Thats the typical "medium" compact frame, which is going to be the most common size. A quick trip to the lbs to try on medium compacts would probably result in a few good fits.

Just trying to say that the OP's situation really isnt that dismal. A slightly longer than average compact will do it.


----------



## PJ352 (Dec 5, 2007)

TomH said:


> I just straddled my 50cm compact. I could be 3 inches shorter and still stand over it.. all though I cant remember the last time I actually had to straddle the bike.
> 
> Standover wise, the OP would fit any wide range of 50cm compacts in terms of standover. Would probably even fit 52cm compacts, which should be long enough to fit his reach too.
> 
> ...


Not trying to be snarky, and I'm glad you can straddle your 50cm frame, but you're not the OP. And 'would probably even fit 52cm compacts' isn't anything more than pure conjecture and (generally speaking) isn't consistent with the OP's inseam/ most standovers of frames in that range. 

I agree that the OP has some options available and I've offered some suggestions along the way, but I do think that even when taking pedal stack into consideration, around a 730mm standover will be max.
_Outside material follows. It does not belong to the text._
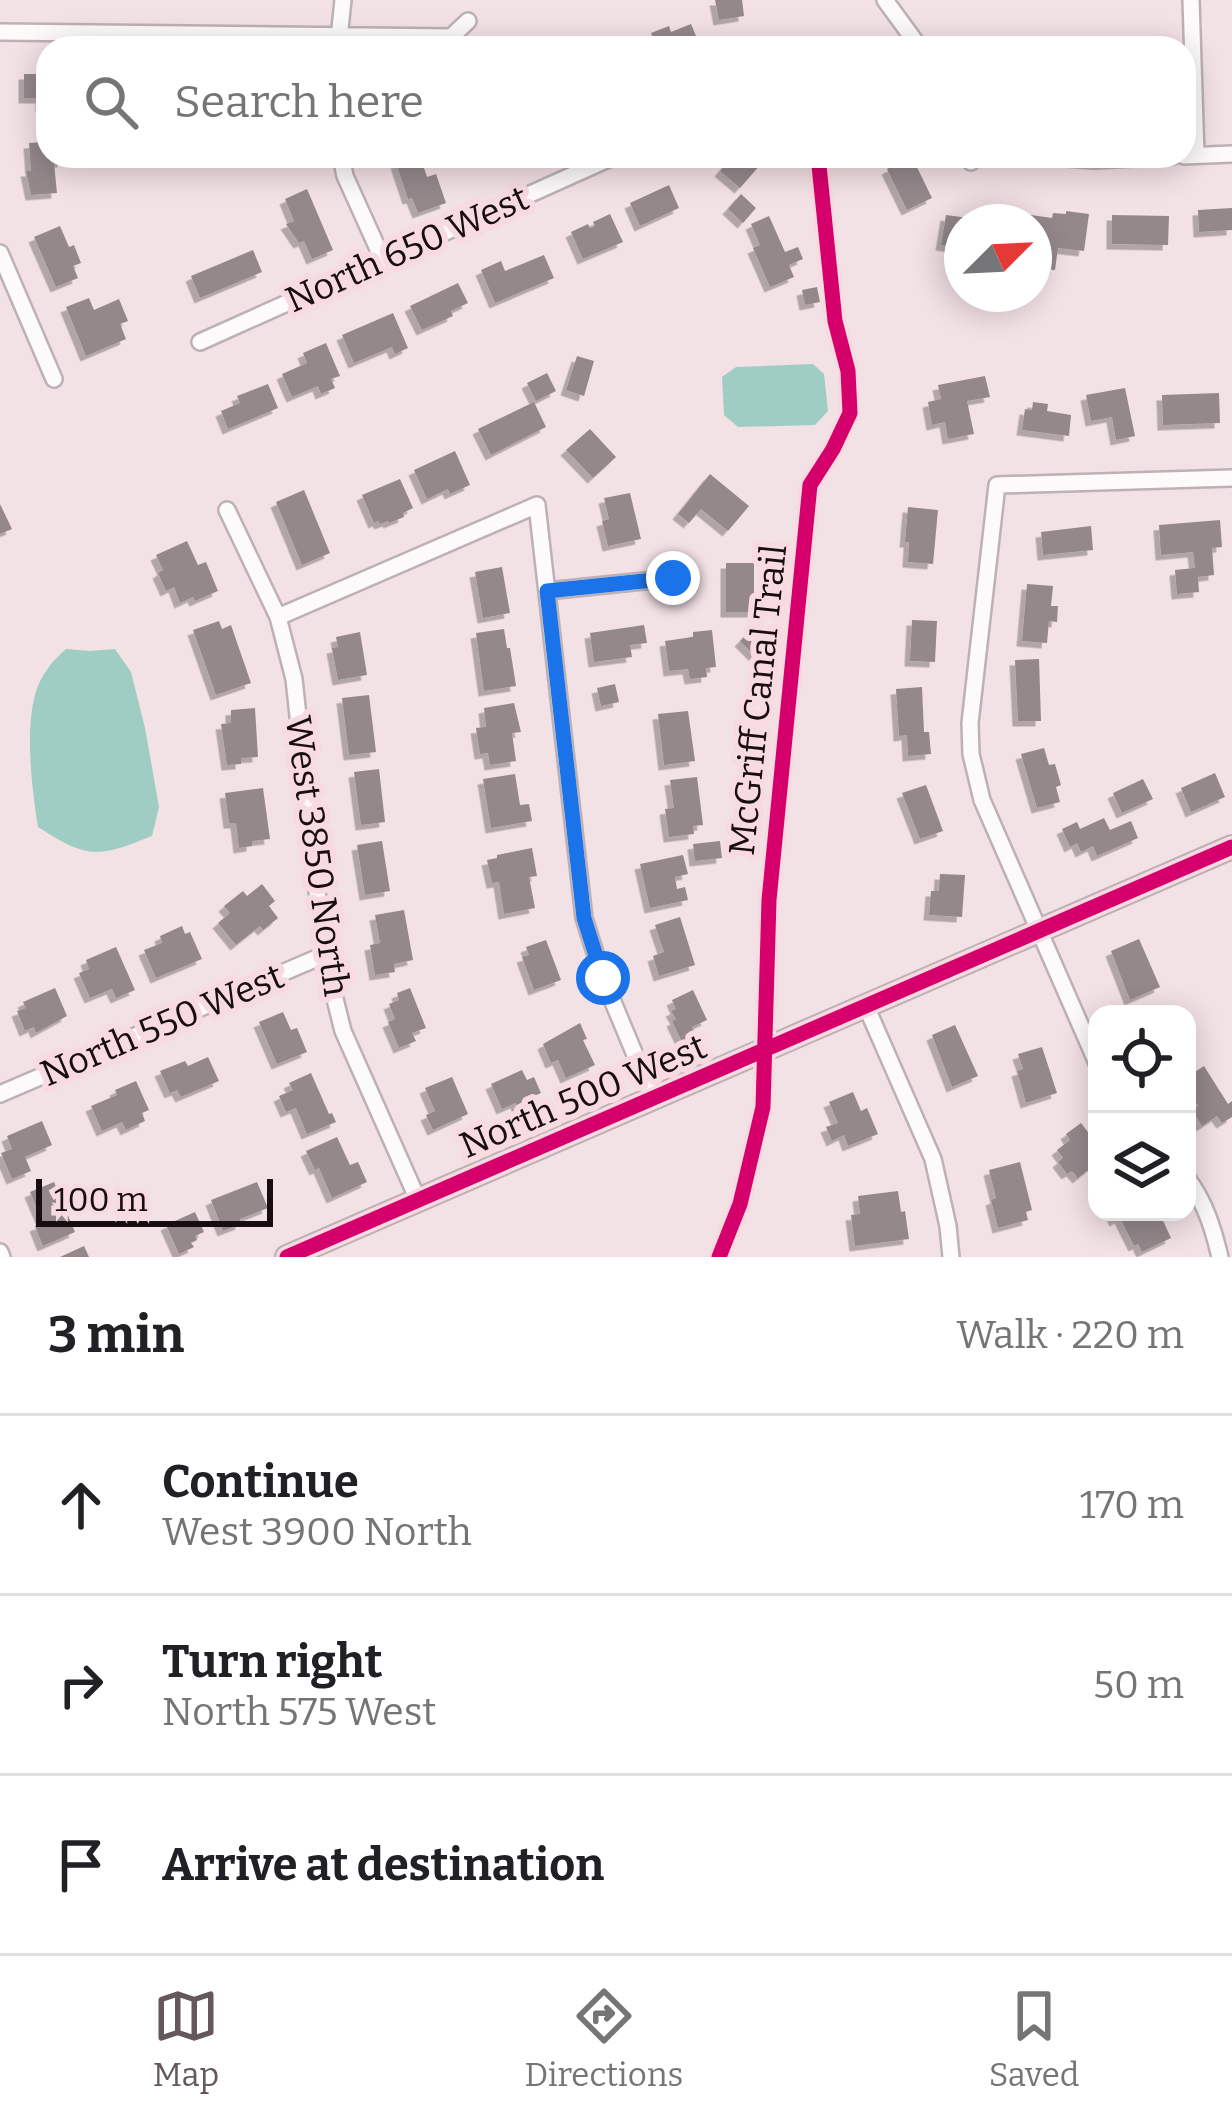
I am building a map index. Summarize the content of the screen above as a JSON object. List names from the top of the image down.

And (as previously mentioned) I also agree that some trips to LBS's will serve to affirm that... or prove me wrong.


----------



## TomH (Oct 6, 2008)

I just realized I left that out, my cycling inseam is less than half an inch more than the OP's. With a little margin of error for measuring, its valid info. Im 5'7 or 8. ~29 inseam. 

If we have the same inseam, we're both going to have the same stand over. the rest is going to be reach issues. If I have so much clearance over a 50cm, he might even be able to go a couple cm up if that nets him a longer top tube and a better fit. 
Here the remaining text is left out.